I forget exactly where I picked up The Icarus Syndrome, but I believe it was in the footnotes of one of the political books I have read semi-recently. In general terms, it is a history of American foreign policy in the 20th and 21st century. I am by no means a foreign policy expert, but in my humble opinion this book is an absolute masterpiece.
The general premise is that American history in the 20th century can be broken up into three ages defined by their particular brand of hubris: the hubris of reason, the hubris of toughness, and the hubris of dominance. The hubris of reason is characterized by an unmerited confidence that all international relations problems can be solved by well-reasoned argument, good planning, and a panel of experts. It ignores the fact that countries– and people– aren’t always going to be reasonable, and that they have unique interests that can’t be accounted for in optimizing “general welfare.” Woodrow Wilson was the big player here, and he flied too close to the sun when he thought the League of Nations and his Fourteen Points would essentially end all war, or at least get pretty darn close.
The age of toughness was ushered in by FDR who was able to speak the language of reason to the American public, but behind doors openly acknowledged that power politics is a necessary evil that needs to be accepted. FDR acknowledged that a post-WWII world would require some security for the Soviet Union.
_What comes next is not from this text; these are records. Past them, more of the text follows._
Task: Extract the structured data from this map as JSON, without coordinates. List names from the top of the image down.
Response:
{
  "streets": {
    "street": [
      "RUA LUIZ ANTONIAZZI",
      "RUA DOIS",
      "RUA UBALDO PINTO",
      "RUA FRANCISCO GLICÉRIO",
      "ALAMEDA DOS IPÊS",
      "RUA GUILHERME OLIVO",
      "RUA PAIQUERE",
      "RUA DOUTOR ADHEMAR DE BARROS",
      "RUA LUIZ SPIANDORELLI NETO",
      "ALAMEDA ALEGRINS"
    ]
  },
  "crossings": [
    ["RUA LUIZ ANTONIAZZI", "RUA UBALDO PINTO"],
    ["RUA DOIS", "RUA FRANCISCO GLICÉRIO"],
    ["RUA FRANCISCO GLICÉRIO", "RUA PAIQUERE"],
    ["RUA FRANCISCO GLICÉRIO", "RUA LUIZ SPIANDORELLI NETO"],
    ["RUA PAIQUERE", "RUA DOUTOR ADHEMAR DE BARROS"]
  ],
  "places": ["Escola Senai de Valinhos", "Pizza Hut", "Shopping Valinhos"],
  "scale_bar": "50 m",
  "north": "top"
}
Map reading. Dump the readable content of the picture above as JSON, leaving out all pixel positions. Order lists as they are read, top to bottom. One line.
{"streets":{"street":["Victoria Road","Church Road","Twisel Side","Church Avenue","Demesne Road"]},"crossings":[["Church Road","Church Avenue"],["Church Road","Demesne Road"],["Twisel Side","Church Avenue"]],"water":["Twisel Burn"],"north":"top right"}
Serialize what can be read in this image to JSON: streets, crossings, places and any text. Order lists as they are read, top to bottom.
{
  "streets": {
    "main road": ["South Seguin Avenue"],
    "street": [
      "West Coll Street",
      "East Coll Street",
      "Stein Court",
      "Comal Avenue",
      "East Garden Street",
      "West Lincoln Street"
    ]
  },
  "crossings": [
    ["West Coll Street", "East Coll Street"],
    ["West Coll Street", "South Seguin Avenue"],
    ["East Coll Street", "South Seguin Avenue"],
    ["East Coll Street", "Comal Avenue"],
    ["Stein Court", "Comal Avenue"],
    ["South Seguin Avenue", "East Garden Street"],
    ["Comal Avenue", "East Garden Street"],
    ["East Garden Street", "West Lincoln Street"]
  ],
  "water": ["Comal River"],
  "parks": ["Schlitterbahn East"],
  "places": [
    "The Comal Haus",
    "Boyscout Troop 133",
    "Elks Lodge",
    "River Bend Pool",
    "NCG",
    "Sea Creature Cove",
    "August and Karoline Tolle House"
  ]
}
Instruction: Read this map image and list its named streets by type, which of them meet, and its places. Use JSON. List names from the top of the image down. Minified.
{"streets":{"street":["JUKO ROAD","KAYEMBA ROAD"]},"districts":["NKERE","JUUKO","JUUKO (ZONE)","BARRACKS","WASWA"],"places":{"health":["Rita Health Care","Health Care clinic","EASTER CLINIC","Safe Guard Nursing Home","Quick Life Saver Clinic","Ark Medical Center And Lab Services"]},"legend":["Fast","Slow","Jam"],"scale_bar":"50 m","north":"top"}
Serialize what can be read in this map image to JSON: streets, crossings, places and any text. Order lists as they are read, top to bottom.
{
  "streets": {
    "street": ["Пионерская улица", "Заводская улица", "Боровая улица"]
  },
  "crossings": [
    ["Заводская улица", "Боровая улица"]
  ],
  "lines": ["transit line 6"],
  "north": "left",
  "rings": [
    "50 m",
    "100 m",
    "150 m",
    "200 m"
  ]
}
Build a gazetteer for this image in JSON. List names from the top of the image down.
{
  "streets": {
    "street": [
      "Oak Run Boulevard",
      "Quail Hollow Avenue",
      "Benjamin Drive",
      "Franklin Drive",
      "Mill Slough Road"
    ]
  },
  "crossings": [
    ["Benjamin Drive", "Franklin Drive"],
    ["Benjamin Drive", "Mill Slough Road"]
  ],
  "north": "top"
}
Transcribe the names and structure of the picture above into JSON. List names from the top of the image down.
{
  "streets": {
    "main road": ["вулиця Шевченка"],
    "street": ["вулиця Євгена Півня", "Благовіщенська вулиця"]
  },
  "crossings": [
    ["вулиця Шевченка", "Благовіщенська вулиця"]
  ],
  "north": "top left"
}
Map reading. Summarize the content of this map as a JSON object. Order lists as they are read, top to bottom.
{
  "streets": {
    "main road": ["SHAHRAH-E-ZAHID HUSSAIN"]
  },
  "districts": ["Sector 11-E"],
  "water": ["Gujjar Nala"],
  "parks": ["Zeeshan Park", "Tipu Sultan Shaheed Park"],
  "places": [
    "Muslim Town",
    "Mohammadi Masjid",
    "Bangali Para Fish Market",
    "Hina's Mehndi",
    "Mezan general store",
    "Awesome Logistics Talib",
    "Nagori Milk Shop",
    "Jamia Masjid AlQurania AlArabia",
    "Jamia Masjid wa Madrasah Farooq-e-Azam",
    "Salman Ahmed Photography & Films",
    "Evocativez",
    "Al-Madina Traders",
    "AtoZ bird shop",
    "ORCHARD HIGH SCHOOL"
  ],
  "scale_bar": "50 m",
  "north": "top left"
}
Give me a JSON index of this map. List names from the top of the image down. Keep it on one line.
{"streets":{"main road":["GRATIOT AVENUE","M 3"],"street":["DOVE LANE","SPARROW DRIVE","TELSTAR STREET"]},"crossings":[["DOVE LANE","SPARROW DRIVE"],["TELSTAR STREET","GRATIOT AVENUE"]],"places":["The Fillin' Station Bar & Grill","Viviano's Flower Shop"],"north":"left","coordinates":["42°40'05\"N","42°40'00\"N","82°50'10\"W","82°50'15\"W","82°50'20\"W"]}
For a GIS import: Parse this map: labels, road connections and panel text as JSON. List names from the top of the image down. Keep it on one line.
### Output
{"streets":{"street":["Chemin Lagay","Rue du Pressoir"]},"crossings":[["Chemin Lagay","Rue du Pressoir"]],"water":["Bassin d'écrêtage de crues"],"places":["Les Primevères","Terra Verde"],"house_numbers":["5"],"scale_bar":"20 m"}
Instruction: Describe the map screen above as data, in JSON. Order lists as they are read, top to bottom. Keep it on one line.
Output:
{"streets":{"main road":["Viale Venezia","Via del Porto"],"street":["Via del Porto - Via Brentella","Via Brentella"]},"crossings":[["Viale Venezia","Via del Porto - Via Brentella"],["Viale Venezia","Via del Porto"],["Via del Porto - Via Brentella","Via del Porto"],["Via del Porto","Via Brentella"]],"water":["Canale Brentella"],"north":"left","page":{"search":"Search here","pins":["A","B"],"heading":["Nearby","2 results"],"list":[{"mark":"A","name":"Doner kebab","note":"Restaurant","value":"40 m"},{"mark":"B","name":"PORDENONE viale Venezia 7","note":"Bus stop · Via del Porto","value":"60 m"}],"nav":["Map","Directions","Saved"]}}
In secret meetings that weren’t made known to the American public, FDR agreed that Stalin would carve out a sphere of influence in eastern Europe. Was that right? In the age of reason no, but the age of toughness argued that America had to pick its battles– we couldn’t fight communism on all fronts, but we could let the USSR know that we meant business. Things took a turn for the worse when we some thought this limited approach was “weak”. It was “soft on communism.” Enter McCarthy. Vietnam is the turning point here where our hubris catches up with us.
The age of dominance emerged in a post-Cold War world where we are essentially the only world superpower. Without one big “bad guy”, what would be America’s role in the world? Reagan initially took a limited approach. But just like in the age of toughness, we eventually overextend. We learn from Kosovo, Bosnia, and Afghanistan that we can create democracies with the barrel of a gun. But that all collapses in the Iraq War. We’re still trying to figure out what approach we should take to foreign policy.
So, why do I give it such high praise? This book really solidified for me the significance of major world events. A good historian has to be a good story teller, and interpreting history is just as important as telling it. If history is limited to names and dates, it doesn’t have a long shelf life in your brain, really. It’s just a snooze-fest. Honestly, the more recent stuff– the 60’s and onwards– was the most interesting to me, because I have never really learned these more recent events that happened during my parents’ lifetime and my own lifetime. My U. S. history textbook covered through Reagan, but it got limited attention, because it wasn’t going to be a major topic on the AP exam. And even though I was a teen during the Iraq War, I have nothing more than a fuzzy idea that it was really bad for America and that the word “weapons of mass destruction” was thrown around a lot.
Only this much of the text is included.